Forse però non tutti sanno che durante l’istruttoria del
processo fu indicato, quale ideatore del diabolico piano, niente
meno che un attore, Solomon Mikhoels, direttore del già
liquidato teatro Yiddish di Mosca, il GOSET, e del Comitato
antifascista ebraico, di cui avevano fatto parte eminenti
personalità del mondo della cultura, come lo scrittore Il’ja
Eremburg, il regista Sergej Eizenštein, il violinista Ojstrach e
la cui storia meriterebbe un racconto a parte.
Nel momento dell’affare dei medici, Mikhoels non può più
smentire le accuse, cercare di difendersi o semplicemente
confessare, come fecero quasi tutti gli imputati, per le
‘pressioni’ subite o per fede cieca nella causa stalinista. Egli
infatti era già morto da tempo, nelle seguenti circostanze:
l’undici gennaio del 1948 aveva ricevuto dal segretario di
Stalin l’ordine di recarsi, assieme al critico Vladimir
Golubov-Potapov, a Minsk, per giudicare alcune opere teatrali
rappresentate nel locale Teatro ebraico di stato. La sera del
12, un inserviente dell’hotel Intourist di Minsk, presso cui
erano alloggiati, passa a Mikhoels una telefonata. Lui e il
collega vengono convocati per una riunione urgente.
La mattina seguente, all’alba, in una strada ghiacciata nei
pressi della stazione ferroviaria, alcuni operai scoprono due
cadaveri e danno l’allarme. La polizia identifica subito
l’attore e il critico moscoviti. Entrambi portano i segni di
profonde ferite, soprattutto sul capo e in viso. Incidente
stradale, fu la versione ufficiale sulla causa della morte. E
per Mikhoels vennero allestiti i funerali di stato.

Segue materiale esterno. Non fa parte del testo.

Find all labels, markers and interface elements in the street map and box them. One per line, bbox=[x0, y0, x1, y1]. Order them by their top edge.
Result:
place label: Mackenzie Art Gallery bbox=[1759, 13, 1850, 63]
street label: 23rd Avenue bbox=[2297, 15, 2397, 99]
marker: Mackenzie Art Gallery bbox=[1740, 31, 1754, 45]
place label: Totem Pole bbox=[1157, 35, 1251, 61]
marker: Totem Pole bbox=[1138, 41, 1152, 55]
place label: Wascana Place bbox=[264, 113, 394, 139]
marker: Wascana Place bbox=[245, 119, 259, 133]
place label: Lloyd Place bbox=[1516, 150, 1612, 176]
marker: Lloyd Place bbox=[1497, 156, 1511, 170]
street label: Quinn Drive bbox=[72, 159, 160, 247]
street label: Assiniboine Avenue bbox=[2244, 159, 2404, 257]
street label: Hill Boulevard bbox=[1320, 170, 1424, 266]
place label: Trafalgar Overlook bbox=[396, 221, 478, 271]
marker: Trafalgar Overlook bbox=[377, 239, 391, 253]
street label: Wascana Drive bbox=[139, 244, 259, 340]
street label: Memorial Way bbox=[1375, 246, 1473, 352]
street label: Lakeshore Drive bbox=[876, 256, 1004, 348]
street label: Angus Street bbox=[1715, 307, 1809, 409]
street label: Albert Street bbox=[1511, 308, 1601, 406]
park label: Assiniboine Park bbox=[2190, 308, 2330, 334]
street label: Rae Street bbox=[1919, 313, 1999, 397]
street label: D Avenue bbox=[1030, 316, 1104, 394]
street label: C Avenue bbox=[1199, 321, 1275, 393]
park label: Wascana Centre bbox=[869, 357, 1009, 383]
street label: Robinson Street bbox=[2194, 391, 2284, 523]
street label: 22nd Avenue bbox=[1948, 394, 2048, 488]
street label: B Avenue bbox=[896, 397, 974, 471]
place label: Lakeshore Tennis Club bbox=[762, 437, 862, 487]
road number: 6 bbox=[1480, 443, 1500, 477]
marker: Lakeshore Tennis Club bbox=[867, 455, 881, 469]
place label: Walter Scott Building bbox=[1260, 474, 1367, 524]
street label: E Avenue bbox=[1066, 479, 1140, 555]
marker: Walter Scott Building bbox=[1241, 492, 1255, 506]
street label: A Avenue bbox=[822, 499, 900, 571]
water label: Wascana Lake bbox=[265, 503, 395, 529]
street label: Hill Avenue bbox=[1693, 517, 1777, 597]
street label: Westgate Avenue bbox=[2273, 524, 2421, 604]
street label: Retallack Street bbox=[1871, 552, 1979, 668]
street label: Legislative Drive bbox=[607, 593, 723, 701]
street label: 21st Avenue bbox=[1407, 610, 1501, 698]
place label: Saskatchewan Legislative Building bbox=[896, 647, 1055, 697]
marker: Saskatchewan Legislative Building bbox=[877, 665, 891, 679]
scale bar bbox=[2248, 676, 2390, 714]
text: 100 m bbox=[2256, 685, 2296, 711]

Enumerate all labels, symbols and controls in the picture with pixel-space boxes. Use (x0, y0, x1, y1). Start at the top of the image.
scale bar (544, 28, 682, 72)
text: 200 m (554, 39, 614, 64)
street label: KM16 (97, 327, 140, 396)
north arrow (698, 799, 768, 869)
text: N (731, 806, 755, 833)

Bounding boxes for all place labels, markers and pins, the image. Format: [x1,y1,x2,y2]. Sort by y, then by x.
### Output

A rappezzare la testa fracassata di Mikhoels, prima di esporlo
al pubblico, fu chiamato il professor Boris Zbarskji, già
imbalsamatore di Lenin. Purtroppo questo fu uno degli ultimi
lavori dell’illustre esperto, che di lì a poco venne spedito in
un lager.
Ma come mai tanto onore per un attore ebreo? Quali erano stati i
suoi meriti? E perché era stato così sbrigativamente liquidato?
Mikhoels era nato a Dvinsk, in Lettonia, nel 1890 e aveva
studiato a San Pietroburgo, dove fonda nel 1918 un laboratorio
teatrale ebraico di lingua yiddish. Due anni dopo si stabilisce
a Mosca e dà vita al Teatro nazionale ebraico, il GOSET. Mette
in scena le opere di grandi autori yiddish, come Shalom Aleichem
e Mendele Mocher Sforim, per mezzo delle quali ottiene fama
internazionale. Ma non solo. Memorabile per la storia del teatro
è rimasta la sua interpretazione iperdrammatica, con lunghe e
intense pause, del Re Lear, anch’esso rappresentato nella lingua
degli ebrei orientali.
Amico del regista teatrale Mejerchold’d, morto in un gulag nel
’39, e dello scrittore Isaac Babel, cui toccò la stessa sorte
nel ’40, certo non si faceva illusioni sulla natura dello
stalinismo. Tuttavia lo servì fedelmente quando gli fu
richiesto, nel 1942, di presiedere il comitato ebraico
antifascista. La scelta cadde su Mikhoels per la celebrità di
cui godeva anche all’estero e per l’autorità che esercitava
sugli ebrei sovietici, che vedevano in lui il portavoce e
l’intermediario nei confronti del potere. Scopo del comitato era
aiutare lo sforzo propagandistico sovietico in Occidente per
l’apertura di un secondo fronte e fare appello agli ebrei di
tutto il mondo perché sostenessero l’URSS contro il nemico
comune.
A tal fine venne inviato nel 1943, assieme allo scrittore Icik
Feffer, per sette mesi, negli Stati Uniti. Vi arrivarono a
luglio e in breve divennero i beniamini dell’America di
sinistra. Incontrarono Einstein, Chaim Weizmann, Marc Chagall.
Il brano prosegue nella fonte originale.